Source data

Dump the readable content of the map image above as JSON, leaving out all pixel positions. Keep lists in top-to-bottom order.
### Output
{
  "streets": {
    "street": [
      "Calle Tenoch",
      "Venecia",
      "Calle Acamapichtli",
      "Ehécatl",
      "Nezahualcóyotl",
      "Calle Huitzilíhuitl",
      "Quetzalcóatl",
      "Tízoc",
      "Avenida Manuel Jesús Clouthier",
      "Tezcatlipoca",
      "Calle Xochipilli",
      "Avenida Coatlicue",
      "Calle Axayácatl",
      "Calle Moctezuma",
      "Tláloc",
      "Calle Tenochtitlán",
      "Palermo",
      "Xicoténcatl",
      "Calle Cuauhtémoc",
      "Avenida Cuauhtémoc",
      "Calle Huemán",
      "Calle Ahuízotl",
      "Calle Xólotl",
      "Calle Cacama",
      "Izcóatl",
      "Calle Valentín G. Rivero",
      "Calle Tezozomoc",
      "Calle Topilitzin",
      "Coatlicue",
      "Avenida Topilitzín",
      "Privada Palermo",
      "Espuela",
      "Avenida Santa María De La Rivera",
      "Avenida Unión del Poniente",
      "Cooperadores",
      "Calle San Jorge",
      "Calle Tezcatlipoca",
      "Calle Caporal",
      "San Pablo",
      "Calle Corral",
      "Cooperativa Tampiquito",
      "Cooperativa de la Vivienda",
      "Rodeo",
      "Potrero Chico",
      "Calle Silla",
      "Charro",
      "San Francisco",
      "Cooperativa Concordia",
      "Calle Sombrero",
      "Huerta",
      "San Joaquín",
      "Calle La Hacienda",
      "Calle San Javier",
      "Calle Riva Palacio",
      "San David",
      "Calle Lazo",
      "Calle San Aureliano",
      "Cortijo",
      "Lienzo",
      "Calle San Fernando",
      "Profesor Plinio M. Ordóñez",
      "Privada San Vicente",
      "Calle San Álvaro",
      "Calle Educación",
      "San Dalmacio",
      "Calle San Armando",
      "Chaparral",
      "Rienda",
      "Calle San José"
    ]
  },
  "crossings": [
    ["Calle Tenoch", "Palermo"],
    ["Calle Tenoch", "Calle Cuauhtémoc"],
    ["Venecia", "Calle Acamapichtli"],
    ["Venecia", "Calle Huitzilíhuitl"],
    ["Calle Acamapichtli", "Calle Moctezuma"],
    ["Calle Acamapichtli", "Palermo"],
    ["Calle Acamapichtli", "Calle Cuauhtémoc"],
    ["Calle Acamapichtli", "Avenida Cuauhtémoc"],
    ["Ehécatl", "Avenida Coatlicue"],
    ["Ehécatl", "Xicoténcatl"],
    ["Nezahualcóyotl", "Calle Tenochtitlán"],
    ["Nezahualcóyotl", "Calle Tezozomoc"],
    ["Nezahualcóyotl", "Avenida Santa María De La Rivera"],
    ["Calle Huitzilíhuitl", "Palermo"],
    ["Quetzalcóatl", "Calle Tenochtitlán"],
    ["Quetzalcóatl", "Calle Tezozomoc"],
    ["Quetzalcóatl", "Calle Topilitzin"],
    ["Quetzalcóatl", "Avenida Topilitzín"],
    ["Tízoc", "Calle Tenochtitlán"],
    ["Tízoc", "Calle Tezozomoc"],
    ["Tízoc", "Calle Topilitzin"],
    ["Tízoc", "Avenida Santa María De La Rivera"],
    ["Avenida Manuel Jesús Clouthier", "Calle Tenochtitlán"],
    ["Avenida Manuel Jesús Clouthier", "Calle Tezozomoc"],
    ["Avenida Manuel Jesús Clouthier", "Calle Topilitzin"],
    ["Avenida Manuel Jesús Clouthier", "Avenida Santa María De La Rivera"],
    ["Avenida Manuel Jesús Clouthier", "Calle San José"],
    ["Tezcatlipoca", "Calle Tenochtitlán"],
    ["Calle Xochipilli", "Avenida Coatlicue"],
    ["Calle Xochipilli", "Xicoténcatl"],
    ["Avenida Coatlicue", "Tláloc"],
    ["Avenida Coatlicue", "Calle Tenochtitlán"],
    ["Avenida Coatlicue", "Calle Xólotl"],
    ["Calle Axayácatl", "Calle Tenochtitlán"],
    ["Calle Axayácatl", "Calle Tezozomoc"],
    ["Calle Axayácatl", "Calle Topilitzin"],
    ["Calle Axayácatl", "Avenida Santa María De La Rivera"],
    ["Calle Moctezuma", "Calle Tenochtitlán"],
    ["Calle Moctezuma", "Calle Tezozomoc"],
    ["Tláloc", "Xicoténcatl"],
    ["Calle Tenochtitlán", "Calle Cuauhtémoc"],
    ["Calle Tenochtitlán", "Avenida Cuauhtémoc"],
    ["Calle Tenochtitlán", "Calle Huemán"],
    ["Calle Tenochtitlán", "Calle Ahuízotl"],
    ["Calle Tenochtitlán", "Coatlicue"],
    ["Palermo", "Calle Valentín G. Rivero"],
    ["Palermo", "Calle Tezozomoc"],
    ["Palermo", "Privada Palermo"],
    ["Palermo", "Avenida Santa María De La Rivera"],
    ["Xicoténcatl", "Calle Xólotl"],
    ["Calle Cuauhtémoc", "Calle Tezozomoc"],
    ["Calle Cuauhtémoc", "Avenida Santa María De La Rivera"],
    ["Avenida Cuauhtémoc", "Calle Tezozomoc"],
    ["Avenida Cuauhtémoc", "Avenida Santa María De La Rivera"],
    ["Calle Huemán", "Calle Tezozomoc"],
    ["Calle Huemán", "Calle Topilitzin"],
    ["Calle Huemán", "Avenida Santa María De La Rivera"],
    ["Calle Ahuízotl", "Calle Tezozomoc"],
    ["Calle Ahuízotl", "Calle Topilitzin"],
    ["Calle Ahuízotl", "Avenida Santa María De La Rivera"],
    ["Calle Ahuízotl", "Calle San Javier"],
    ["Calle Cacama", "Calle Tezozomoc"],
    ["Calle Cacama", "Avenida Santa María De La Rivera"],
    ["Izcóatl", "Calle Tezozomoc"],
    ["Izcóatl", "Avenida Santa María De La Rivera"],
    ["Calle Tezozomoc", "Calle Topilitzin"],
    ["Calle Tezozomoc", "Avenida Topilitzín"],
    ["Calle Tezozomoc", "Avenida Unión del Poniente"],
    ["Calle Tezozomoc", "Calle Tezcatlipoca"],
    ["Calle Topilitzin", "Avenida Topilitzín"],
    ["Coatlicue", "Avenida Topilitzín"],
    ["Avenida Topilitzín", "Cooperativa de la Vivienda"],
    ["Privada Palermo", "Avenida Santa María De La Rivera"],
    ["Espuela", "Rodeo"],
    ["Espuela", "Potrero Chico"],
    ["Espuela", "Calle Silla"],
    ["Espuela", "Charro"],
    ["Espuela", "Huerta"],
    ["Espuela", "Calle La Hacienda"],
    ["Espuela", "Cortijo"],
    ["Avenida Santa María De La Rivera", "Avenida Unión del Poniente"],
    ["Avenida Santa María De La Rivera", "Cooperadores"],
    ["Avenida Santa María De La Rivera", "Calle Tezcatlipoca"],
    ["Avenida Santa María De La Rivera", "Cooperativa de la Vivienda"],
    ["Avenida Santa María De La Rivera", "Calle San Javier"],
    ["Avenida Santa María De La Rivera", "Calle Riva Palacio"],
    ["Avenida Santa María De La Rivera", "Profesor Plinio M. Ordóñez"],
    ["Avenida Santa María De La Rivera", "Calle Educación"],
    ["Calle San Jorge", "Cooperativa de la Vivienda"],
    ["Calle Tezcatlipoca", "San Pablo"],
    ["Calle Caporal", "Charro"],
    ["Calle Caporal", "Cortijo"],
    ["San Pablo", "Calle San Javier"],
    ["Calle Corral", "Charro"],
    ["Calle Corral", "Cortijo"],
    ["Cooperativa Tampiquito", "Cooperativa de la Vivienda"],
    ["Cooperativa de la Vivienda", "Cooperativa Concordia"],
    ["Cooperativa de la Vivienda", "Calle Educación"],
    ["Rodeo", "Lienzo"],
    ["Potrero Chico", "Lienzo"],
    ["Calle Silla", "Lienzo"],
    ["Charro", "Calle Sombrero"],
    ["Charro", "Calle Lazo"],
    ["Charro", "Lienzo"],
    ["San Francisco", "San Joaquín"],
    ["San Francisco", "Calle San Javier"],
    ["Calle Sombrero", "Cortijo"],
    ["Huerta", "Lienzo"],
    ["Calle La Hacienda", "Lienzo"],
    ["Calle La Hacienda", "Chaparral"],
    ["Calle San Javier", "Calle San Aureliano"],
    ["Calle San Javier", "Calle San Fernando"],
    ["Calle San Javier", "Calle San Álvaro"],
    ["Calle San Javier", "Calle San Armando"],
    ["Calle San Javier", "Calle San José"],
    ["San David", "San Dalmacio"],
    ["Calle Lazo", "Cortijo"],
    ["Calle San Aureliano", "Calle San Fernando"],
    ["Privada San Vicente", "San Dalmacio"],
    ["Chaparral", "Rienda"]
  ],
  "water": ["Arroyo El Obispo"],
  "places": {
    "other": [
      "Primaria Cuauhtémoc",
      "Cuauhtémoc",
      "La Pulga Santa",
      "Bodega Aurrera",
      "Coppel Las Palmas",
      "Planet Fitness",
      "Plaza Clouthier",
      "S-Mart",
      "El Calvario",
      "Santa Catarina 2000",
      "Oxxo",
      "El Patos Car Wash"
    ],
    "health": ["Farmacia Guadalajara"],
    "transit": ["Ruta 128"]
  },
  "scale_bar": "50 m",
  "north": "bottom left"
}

PROBLEM REQUIREMENTS:
Each line above that has the word "Rivero" should be copied.

WRITTEN SOLUTION:
      "Calle Valentín G. Rivero",
    ["Palermo", "Calle Valentín G. Rivero"],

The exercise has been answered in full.